#### [What you will do]
Set down, exactly as written, the lines from the top of the data to the line that holds "0 #aeab9d) drop-shadow(-2px", and omit the pictures.

(Dataset entries)

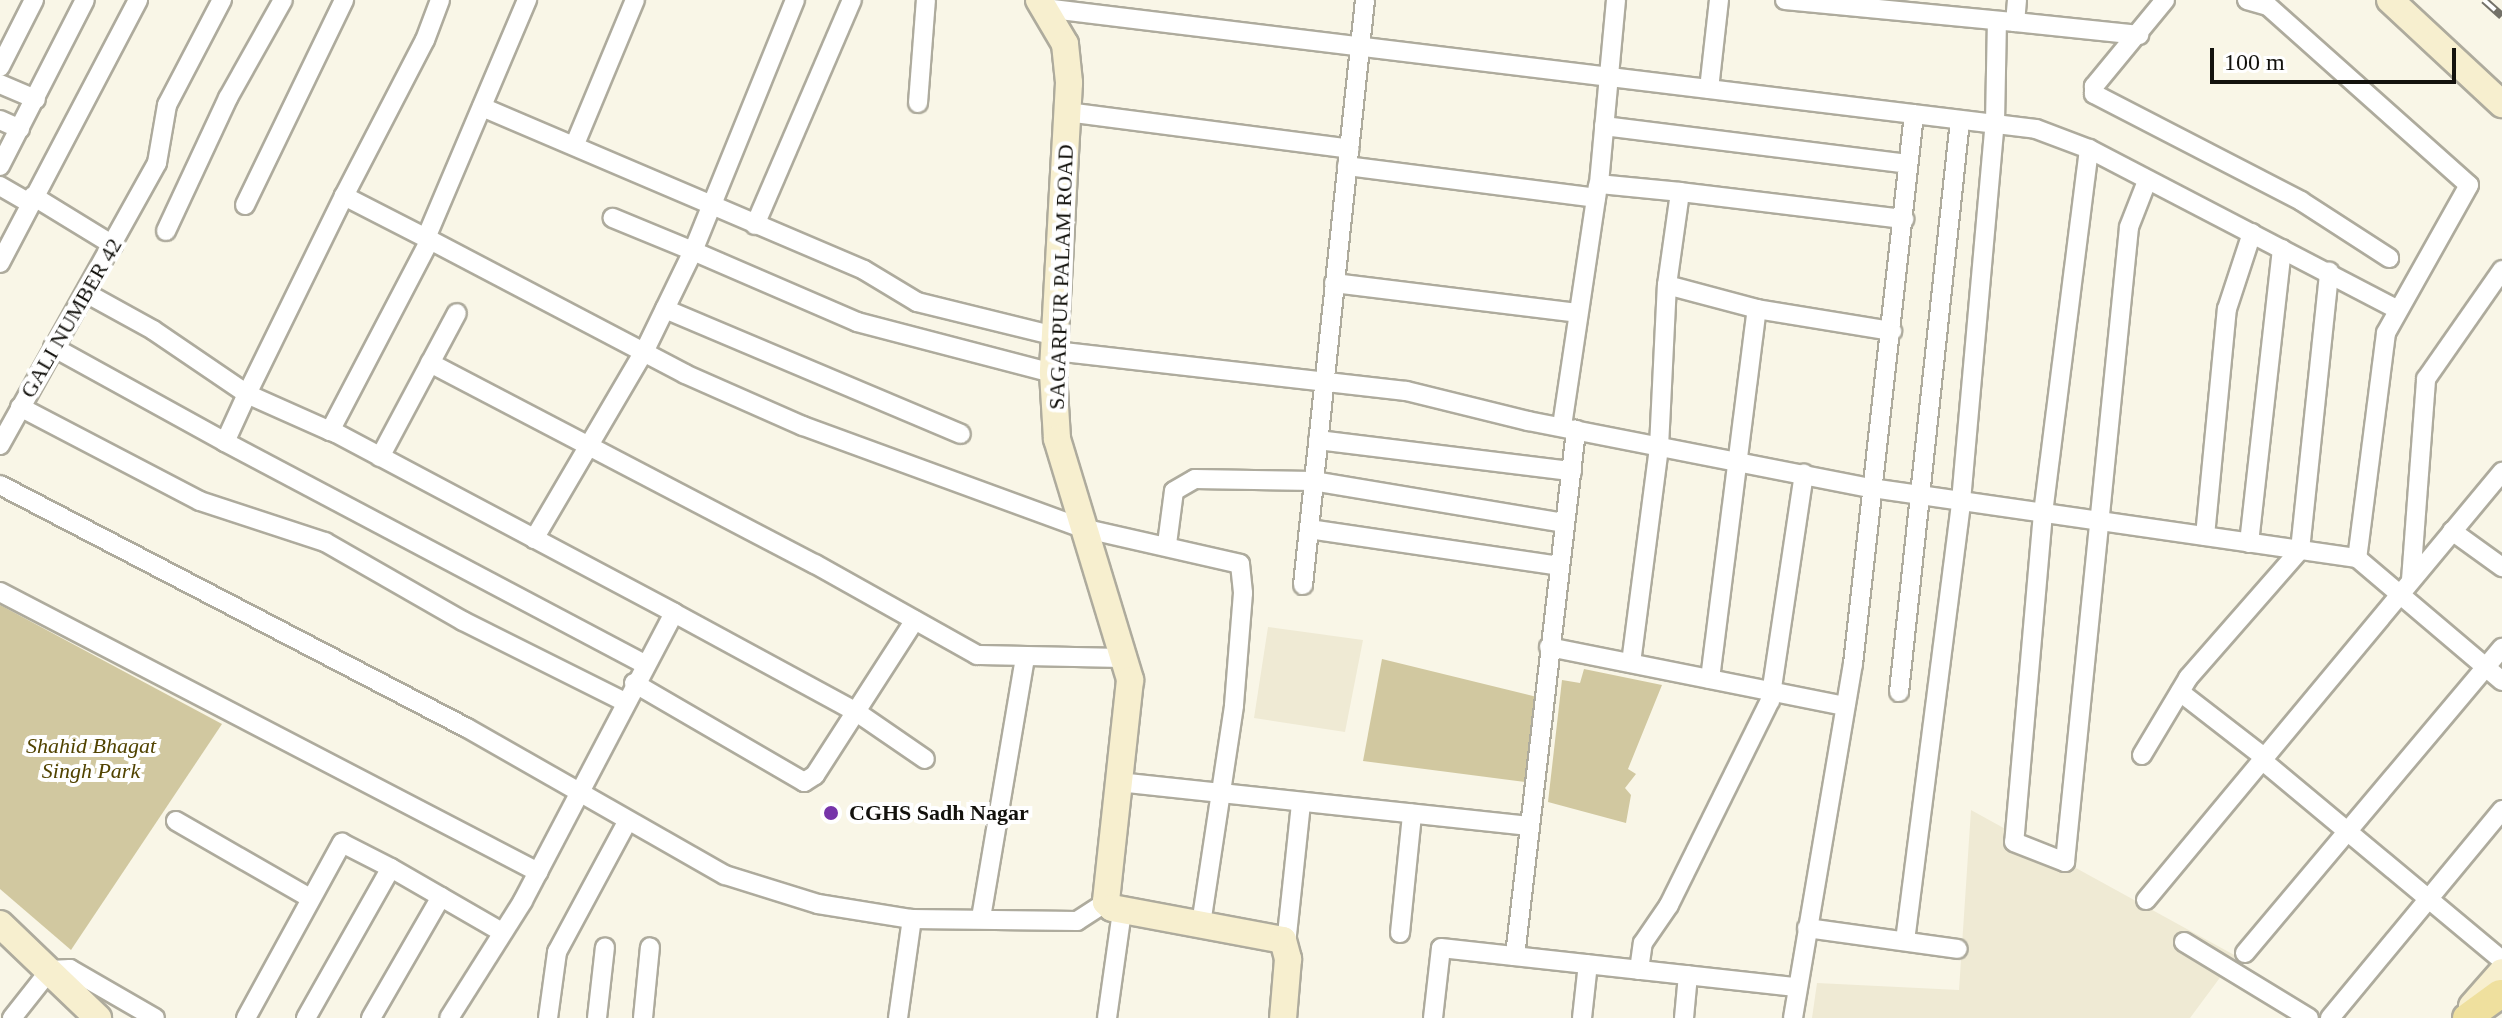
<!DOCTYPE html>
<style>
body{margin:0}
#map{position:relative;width:2502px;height:1018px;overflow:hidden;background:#f9f6e7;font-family:"Times New Roman",serif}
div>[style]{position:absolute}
.built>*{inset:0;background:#efead4}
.green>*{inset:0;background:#d1c8a0}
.roads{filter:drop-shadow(2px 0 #aeab9d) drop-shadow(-2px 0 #aeab9d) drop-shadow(0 2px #aeab9d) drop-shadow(0 -2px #aeab9d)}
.street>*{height:18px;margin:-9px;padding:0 9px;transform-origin:9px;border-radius:9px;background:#fff}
.secondary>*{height:26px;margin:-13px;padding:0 13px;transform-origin:13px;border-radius:13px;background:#f7efcf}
.primary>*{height:28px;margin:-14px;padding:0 14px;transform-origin:14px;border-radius:14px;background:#efe09e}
.rail>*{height:8px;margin-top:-4px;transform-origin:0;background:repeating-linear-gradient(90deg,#fff 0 15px,#737168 0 30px);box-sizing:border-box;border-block:2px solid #737168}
.dots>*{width:22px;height:22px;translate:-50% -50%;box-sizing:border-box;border:4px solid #fff;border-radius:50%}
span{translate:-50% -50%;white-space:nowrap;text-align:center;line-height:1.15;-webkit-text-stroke:8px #fff;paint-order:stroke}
.street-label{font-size:22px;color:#13120d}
.park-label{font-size:22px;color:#514300;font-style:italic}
.poi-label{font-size:22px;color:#13120d;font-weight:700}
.left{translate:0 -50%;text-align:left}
.scale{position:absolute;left:2210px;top:48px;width:246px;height:36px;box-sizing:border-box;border:4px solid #13120d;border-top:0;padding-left:10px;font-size:24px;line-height:28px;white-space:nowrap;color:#13120d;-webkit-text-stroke:6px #fff;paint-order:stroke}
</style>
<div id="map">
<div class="built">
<div style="clip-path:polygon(1268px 627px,1363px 640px,1345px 732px,1254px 718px)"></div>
<div style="clip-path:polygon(1971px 810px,2065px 862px,2236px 956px,2190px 1018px,1812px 1018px,1817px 983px,1959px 990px)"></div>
</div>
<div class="green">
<div style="clip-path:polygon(0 605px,222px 724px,71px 950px,0 889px)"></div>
<div style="clip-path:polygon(1382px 659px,1537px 697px,1525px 782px,1363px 761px)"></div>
<div style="clip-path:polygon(1584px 669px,1662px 685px,1628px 769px,1636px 774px,1625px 788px,1631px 795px,1626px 823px,1548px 802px,1562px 680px,1580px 683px)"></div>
</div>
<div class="roads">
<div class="street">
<div style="left:795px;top:0;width:271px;rotate:112.1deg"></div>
<div style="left:693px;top:251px;width:179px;rotate:23.4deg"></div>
<div style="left:857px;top:322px;width:203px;rotate:14.6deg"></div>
<div style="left:1616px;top:0;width:185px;rotate:95.3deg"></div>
<div style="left:1599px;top:184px;width:81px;rotate:5.6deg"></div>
<div style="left:1785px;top:0;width:231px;rotate:5.5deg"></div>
<div style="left:2017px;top:0;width:22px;rotate:95deg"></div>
<div style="left:2015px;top:22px;width:125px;rotate:6deg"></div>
<div style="left:2165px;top:0;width:112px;rotate:129.5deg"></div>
<div style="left:2094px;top:86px;width:8px;rotate:90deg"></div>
<div style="left:2094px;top:94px;width:233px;rotate:27.3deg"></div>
<div style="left:2301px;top:201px;width:105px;rotate:32.9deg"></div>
<div style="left:2247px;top:0;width:22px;rotate:16deg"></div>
<div style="left:2268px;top:6px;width:269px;rotate:41.7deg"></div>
<div style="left:2469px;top:185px;width:170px;rotate:119.3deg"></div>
<div style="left:2386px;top:333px;width:227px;rotate:97.3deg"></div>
<div style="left:1044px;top:8px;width:999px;rotate:6.95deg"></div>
<div style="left:2036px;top:129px;width:57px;rotate:20.7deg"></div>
<div style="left:2089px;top:149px;width:347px;rotate:27.5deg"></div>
<div style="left:0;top:67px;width:75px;rotate:-63.1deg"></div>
<div style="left:0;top:84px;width:39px;rotate:23deg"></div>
<div style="left:1709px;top:89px;width:90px;rotate:-83.6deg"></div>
<div style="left:918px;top:103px;width:103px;rotate:-85.6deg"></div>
<div style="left:482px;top:107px;width:415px;rotate:23.1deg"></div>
<div style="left:864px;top:270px;width:62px;rotate:31.1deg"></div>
<div style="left:917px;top:302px;width:142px;rotate:13.8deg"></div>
<div style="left:1067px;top:112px;width:285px;rotate:7.4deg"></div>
<div style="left:0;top:120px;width:22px;rotate:24deg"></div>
<div style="left:1604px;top:126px;width:306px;rotate:7.1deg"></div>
<div style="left:575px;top:144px;width:156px;rotate:-67.4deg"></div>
<div style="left:2089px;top:149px;width:367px;rotate:97.2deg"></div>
<div style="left:2043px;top:513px;width:330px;rotate:95deg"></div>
<div style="left:2014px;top:842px;width:55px;rotate:21.4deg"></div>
<div style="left:2065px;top:862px;width:638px;rotate:-84.24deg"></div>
<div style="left:2129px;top:227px;width:49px;rotate:-68.6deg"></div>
<div style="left:0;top:166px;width:186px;rotate:-62.9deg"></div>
<div style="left:1347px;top:166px;width:251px;rotate:7.3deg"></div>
<div style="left:0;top:186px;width:34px;rotate:30deg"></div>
<div style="left:33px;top:196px;width:94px;rotate:31.5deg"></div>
<div style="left:344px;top:196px;width:176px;rotate:-62.6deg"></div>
<div style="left:425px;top:40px;width:43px;rotate:-69.4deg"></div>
<div style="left:245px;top:205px;width:228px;rotate:-64.2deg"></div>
<div style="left:755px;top:225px;width:245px;rotate:-66.7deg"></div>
<div style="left:166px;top:231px;width:147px;rotate:-65deg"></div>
<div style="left:228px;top:98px;width:112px;rotate:-60.7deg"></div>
<div style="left:426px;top:238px;width:259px;rotate:-67deg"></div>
<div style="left:430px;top:240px;width:288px;rotate:27.7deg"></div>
<div style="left:685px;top:374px;width:129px;rotate:23.8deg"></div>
<div style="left:803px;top:426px;width:297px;rotate:20.1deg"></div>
<div style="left:1082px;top:528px;width:162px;rotate:12.8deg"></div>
<div style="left:1240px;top:564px;width:29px;rotate:84deg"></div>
<div style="left:1243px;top:593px;width:113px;rotate:94.6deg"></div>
<div style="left:1234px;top:706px;width:221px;rotate:98.6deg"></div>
<div style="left:0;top:263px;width:297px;rotate:-62.3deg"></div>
<div style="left:1334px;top:283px;width:245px;rotate:7deg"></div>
<div style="left:1667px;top:285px;width:93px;rotate:14.9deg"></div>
<div style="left:86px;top:293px;width:77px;rotate:28.9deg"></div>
<div style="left:153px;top:330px;width:114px;rotate:34.2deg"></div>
<div style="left:247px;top:394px;width:53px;rotate:114.6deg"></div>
<div style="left:225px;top:442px;width:474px;rotate:27.9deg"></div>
<div style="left:665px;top:309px;width:321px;rotate:22.9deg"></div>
<div style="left:53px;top:347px;width:196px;rotate:28.9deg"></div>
<div style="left:1055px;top:351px;width:353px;rotate:6.5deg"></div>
<div style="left:1406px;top:391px;width:126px;rotate:13.8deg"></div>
<div style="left:1528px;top:421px;width:349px;rotate:11.1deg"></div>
<div style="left:1871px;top:488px;width:491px;rotate:8.2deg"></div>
<div style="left:2357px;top:558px;width:190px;rotate:40.3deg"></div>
<div style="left:430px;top:363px;width:434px;rotate:27.6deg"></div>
<div style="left:815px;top:564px;width:186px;rotate:29.3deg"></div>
<div style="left:977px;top:655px;width:148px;rotate:1.2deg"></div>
<div style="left:20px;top:407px;width:203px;rotate:27.6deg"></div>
<div style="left:200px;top:501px;width:132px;rotate:18.2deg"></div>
<div style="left:325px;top:542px;width:159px;rotate:29.8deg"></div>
<div style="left:463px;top:621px;width:181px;rotate:26.6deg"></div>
<div style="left:1562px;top:426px;width:243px;rotate:-81.5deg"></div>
<div style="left:330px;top:431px;width:216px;rotate:-62.4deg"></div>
<div style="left:430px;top:240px;width:97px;rotate:-152.9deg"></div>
<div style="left:344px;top:196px;width:220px;rotate:116.1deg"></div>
<div style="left:247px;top:394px;width:91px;rotate:24deg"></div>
<div style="left:330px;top:431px;width:6px;rotate:18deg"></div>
<div style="left:336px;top:433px;width:383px;rotate:28deg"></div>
<div style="left:674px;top:613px;width:325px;rotate:117.7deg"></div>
<div style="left:523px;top:901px;width:138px;rotate:122.3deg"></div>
<div style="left:1318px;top:440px;width:256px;rotate:7deg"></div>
<div style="left:0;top:445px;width:323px;rotate:-60.9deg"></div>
<div style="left:157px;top:163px;width:59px;rotate:-80.2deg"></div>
<div style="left:167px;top:105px;width:119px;rotate:-62.4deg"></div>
<div style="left:380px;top:457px;width:163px;rotate:-61.9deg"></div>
<div style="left:0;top:485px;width:526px;rotate:27.49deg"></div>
<div style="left:467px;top:728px;width:297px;rotate:29.7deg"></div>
<div style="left:725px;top:875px;width:97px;rotate:17.3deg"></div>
<div style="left:818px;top:904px;width:95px;rotate:9.1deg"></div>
<div style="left:912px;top:919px;width:165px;rotate:0.7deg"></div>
<div style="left:1077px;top:921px;width:35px;rotate:-33deg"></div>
<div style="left:1309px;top:529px;width:253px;rotate:8.4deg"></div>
<div style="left:2452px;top:531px;width:62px;rotate:35.8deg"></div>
<div style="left:2205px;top:536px;width:228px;rotate:-84.5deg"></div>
<div style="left:2227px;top:309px;width:80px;rotate:-71.8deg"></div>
<div style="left:534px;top:539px;width:219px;rotate:-59.6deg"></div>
<div style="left:645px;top:350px;width:110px;rotate:-64.1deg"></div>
<div style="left:693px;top:251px;width:87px;rotate:-157.6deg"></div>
<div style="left:2249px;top:543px;width:296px;rotate:-83.6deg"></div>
<div style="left:1167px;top:544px;width:53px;rotate:-82.5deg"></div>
<div style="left:1174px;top:491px;width:24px;rotate:-30deg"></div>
<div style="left:1195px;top:479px;width:118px;rotate:1deg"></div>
<div style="left:1313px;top:481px;width:254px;rotate:9.5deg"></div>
<div style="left:2411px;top:580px;width:202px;rotate:-85.7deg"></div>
<div style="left:2426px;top:379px;width:133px;rotate:-55.1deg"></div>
<div style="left:1303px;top:585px;width:588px;rotate:-83.95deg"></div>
<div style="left:0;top:592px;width:607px;rotate:27.49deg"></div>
<div style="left:674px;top:613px;width:209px;rotate:28.5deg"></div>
<div style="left:858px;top:713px;width:81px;rotate:34.5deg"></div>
<div style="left:1549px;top:647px;width:302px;rotate:11.3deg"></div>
<div style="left:1631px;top:663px;width:218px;rotate:-82.6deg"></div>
<div style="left:1659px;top:447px;width:162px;rotate:-87.2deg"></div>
<div style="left:1667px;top:285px;width:94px;rotate:-82deg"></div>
<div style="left:1680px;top:192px;width:226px;rotate:6.9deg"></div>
<div style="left:1710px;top:679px;width:373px;rotate:-82.8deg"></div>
<div style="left:1757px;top:309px;width:137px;rotate:9.3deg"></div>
<div style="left:634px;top:683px;width:197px;rotate:30.2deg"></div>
<div style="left:804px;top:782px;width:13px;rotate:-32deg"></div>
<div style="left:815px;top:775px;width:184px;rotate:-57.2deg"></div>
<div style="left:1899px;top:692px;width:575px;rotate:-83.91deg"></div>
<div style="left:2180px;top:692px;width:108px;rotate:37.8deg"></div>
<div style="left:2142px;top:755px;width:90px;rotate:-59.1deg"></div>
<div style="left:2188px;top:678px;width:170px;rotate:-48.8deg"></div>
<div style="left:2300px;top:550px;width:280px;rotate:-84deg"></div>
<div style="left:2263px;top:761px;width:311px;rotate:39.8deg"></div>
<div style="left:1118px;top:782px;width:414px;rotate:6.1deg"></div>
<div style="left:176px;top:821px;width:155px;rotate:29.9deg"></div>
<div style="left:2146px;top:900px;width:557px;rotate:-50.25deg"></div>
<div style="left:981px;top:918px;width:263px;rotate:-80.4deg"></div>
<div style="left:1807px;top:928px;width:152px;rotate:7.9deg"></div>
<div style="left:1400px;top:933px;width:120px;rotate:-84.2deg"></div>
<div style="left:1905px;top:941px;width:444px;rotate:-82.7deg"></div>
<div style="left:1961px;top:501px;width:380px;rotate:-84.9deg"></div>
<div style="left:1995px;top:123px;width:102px;rotate:-88.9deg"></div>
<div style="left:2184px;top:942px;width:146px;rotate:31.3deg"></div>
<div style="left:1286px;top:944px;width:142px;rotate:-83.9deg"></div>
<div style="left:2245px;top:953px;width:399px;rotate:-49.9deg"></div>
<div style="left:1515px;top:956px;width:530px;rotate:-83.38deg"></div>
<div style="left:1639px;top:970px;width:27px;rotate:-82deg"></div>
<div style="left:1643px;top:943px;width:46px;rotate:-55.6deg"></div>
<div style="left:1669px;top:905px;width:228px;rotate:-63.7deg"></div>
<div style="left:1770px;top:701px;width:230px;rotate:-81.5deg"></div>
<div style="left:12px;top:1018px;width:61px;rotate:-51.6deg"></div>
<div style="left:50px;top:970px;width:20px;rotate:-3deg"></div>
<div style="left:70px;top:969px;width:98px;rotate:30deg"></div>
<div style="left:246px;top:1018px;width:200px;rotate:-61.3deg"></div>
<div style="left:342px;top:843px;width:55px;rotate:27deg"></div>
<div style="left:306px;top:1018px;width:172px;rotate:-60.5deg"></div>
<div style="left:391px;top:868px;width:128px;rotate:30deg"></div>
<div style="left:371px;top:1018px;width:140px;rotate:-60deg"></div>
<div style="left:548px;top:1018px;width:67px;rotate:-82.2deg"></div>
<div style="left:557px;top:952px;width:148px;rotate:-61.7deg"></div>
<div style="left:597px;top:1018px;width:71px;rotate:-83.6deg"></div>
<div style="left:643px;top:1018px;width:71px;rotate:-84.4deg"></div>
<div style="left:898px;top:1018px;width:100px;rotate:-82deg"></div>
<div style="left:1107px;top:1018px;width:108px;rotate:-82deg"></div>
<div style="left:1433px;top:1018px;width:70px;rotate:-83.5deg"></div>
<div style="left:1441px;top:948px;width:357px;rotate:6.3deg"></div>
<div style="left:1582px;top:1018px;width:54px;rotate:-83.7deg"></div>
<div style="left:1684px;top:1018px;width:43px;rotate:-84.7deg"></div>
<div style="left:1793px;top:1018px;width:359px;rotate:-80.4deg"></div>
<div style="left:1853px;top:664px;width:553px;rotate:-83.67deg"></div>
<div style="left:2330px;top:1018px;width:270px;rotate:-50.4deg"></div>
</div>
<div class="secondary">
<div style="left:1039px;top:0;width:51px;rotate:59.4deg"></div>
<div style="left:1065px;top:44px;width:39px;rotate:84deg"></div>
<div style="left:1069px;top:83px;width:290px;rotate:93.2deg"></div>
<div style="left:1053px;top:373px;width:66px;rotate:86.5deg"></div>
<div style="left:1057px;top:439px;width:252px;rotate:73.1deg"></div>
<div style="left:1130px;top:680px;width:223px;rotate:96.2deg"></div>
<div style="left:1106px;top:902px;width:8px;rotate:45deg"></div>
<div style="left:1112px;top:908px;width:174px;rotate:10.6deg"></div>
<div style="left:1283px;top:940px;width:20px;rotate:75deg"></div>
<div style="left:1288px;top:959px;width:59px;rotate:94.8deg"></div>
<div style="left:2390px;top:0;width:153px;rotate:42.9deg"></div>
<div style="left:0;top:924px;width:136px;rotate:43.8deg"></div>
<div style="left:2472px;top:1006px;width:45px;rotate:-48.6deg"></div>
</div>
<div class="primary">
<div style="left:2467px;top:1018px;width:41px;rotate:-36deg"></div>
</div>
</div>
<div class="rail">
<div style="left:2484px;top:0;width:24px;rotate:42deg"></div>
</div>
<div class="dots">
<div style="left:831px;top:813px;background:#7634a9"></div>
</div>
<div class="street-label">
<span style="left:1061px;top:277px;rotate:-88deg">SAGARPUR PALAM ROAD</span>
<span style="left:71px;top:318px;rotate:-60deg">GALI NUMBER 42</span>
</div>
<div class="park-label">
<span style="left:91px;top:758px">Shahid Bhagat<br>Singh Park</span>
</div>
<div class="poi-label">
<span class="left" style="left:849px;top:813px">CGHS Sadh Nagar</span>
</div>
<div class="scale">100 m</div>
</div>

#### [Solution for this exercise]
<!DOCTYPE html>
<style>
body{margin:0}
#map{position:relative;width:2502px;height:1018px;overflow:hidden;background:#f9f6e7;font-family:"Times New Roman",serif}
div>[style]{position:absolute}
.built>*{inset:0;background:#efead4}
.green>*{inset:0;background:#d1c8a0}
.roads{filter:drop-shadow(2px 0 #aeab9d) drop-shadow(-2px 0 #aeab9d) drop-shadow(0 2px #aeab9d) drop-shadow(0 -2px #aeab9d)}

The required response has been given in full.